[[ Data for review open ]]
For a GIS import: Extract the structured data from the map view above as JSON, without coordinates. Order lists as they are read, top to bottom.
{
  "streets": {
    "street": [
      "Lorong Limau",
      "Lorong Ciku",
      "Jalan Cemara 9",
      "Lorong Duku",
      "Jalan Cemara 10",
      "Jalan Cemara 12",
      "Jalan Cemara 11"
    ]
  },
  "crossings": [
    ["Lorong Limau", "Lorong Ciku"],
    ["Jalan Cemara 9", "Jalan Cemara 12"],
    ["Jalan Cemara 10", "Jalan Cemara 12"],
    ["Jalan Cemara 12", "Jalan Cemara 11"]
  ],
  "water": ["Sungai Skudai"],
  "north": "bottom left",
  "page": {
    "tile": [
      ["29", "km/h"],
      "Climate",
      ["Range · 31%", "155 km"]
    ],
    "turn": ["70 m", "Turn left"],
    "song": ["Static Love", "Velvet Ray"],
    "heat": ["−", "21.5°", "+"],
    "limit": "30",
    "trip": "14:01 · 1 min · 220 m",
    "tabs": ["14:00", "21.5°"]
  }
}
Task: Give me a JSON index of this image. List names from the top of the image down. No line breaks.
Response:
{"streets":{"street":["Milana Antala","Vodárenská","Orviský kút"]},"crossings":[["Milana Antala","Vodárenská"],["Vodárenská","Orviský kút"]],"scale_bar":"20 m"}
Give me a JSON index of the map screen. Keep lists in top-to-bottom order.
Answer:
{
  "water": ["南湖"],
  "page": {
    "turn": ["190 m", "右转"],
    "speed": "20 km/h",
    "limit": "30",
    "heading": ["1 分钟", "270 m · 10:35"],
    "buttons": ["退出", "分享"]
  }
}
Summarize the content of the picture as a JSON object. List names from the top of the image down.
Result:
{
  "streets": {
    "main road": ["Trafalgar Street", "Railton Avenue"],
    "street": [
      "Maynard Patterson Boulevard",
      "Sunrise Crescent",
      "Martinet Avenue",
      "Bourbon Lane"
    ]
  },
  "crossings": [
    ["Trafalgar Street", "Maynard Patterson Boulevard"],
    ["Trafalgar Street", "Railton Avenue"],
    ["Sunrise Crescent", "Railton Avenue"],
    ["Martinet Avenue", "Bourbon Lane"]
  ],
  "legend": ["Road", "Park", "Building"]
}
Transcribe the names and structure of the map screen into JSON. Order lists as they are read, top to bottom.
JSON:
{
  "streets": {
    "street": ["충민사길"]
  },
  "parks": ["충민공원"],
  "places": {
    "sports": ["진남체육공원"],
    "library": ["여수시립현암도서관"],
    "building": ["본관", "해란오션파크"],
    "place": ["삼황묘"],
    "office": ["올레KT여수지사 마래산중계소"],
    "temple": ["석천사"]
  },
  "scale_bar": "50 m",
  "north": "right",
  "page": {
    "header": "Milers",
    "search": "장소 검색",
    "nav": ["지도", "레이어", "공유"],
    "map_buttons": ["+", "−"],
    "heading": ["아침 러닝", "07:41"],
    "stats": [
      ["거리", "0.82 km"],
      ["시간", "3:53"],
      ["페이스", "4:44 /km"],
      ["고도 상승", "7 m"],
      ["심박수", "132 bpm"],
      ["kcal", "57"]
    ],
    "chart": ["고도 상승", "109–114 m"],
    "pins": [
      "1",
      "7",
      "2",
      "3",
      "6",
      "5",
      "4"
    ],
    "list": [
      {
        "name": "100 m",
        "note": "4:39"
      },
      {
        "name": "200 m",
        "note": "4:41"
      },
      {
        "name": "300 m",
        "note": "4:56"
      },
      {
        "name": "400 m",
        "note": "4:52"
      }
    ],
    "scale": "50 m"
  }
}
[[ Data for review closed ]]
## [Assignment]
Retype each entry exactly, leaving none of them out.

## [Reply to the exercise]
For a GIS import: Extract the structured data from the map view above as JSON, without coordinates. Order lists as they are read, top to bottom.
{
  "streets": {
    "street": [
      "Lorong Limau",
      "Lorong Ciku",
      "Jalan Cemara 9",
      "Lorong Duku",
      "Jalan Cemara 10",
      "Jalan Cemara 12",
      "Jalan Cemara 11"
    ]
  },
  "crossings": [
    ["Lorong Limau", "Lorong Ciku"],
    ["Jalan Cemara 9", "Jalan Cemara 12"],
    ["Jalan Cemara 10", "Jalan Cemara 12"],
    ["Jalan Cemara 12", "Jalan Cemara 11"]
  ],
  "water": ["Sungai Skudai"],
  "north": "bottom left",
  "page": {
    "tile": [
      ["29", "km/h"],
      "Climate",
      ["Range · 31%", "155 km"]
    ],
    "turn": ["70 m", "Turn left"],
    "song": ["Static Love", "Velvet Ray"],
    "heat": ["−", "21.5°", "+"],
    "limit": "30",
    "trip": "14:01 · 1 min · 220 m",
    "tabs": ["14:00", "21.5°"]
  }
}
Task: Give me a JSON index of this image. List names from the top of the image down. No line breaks.
Response:
{"streets":{"street":["Milana Antala","Vodárenská","Orviský kút"]},"crossings":[["Milana Antala","Vodárenská"],["Vodárenská","Orviský kút"]],"scale_bar":"20 m"}
Give me a JSON index of the map screen. Keep lists in top-to-bottom order.
Answer:
{
  "water": ["南湖"],
  "page": {
    "turn": ["190 m", "右转"],
    "speed": "20 km/h",
    "limit": "30",
    "heading": ["1 分钟", "270 m · 10:35"],
    "buttons": ["退出", "分享"]
  }
}
Summarize the content of the picture as a JSON object. List names from the top of the image down.
Result:
{
  "streets": {
    "main road": ["Trafalgar Street", "Railton Avenue"],
    "street": [
      "Maynard Patterson Boulevard",
      "Sunrise Crescent",
      "Martinet Avenue",
      "Bourbon Lane"
    ]
  },
  "crossings": [
    ["Trafalgar Street", "Maynard Patterson Boulevard"],
    ["Trafalgar Street", "Railton Avenue"],
    ["Sunrise Crescent", "Railton Avenue"],
    ["Martinet Avenue", "Bourbon Lane"]
  ],
  "legend": ["Road", "Park", "Building"]
}
Transcribe the names and structure of the map screen into JSON. Order lists as they are read, top to bottom.
JSON:
{
  "streets": {
    "street": ["충민사길"]
  },
  "parks": ["충민공원"],
  "places": {
    "sports": ["진남체육공원"],
    "library": ["여수시립현암도서관"],
    "building": ["본관", "해란오션파크"],
    "place": ["삼황묘"],
    "office": ["올레KT여수지사 마래산중계소"],
    "temple": ["석천사"]
  },
  "scale_bar": "50 m",
  "north": "right",
  "page": {
    "header": "Milers",
    "search": "장소 검색",
    "nav": ["지도", "레이어", "공유"],
    "map_buttons": ["+", "−"],
    "heading": ["아침 러닝", "07:41"],
    "stats": [
      ["거리", "0.82 km"],
      ["시간", "3:53"],
      ["페이스", "4:44 /km"],
      ["고도 상승", "7 m"],
      ["심박수", "132 bpm"],
      ["kcal", "57"]
    ],
    "chart": ["고도 상승", "109–114 m"],
    "pins": [
      "1",
      "7",
      "2",
      "3",
      "6",
      "5",
      "4"
    ],
    "list": [
      {
        "name": "100 m",
        "note": "4:39"
      },
      {
        "name": "200 m",
        "note": "4:41"
      },
      {
        "name": "300 m",
        "note": "4:56"
      },
      {
        "name": "400 m",
        "note": "4:52"
      }
    ],
    "scale": "50 m"
  }
}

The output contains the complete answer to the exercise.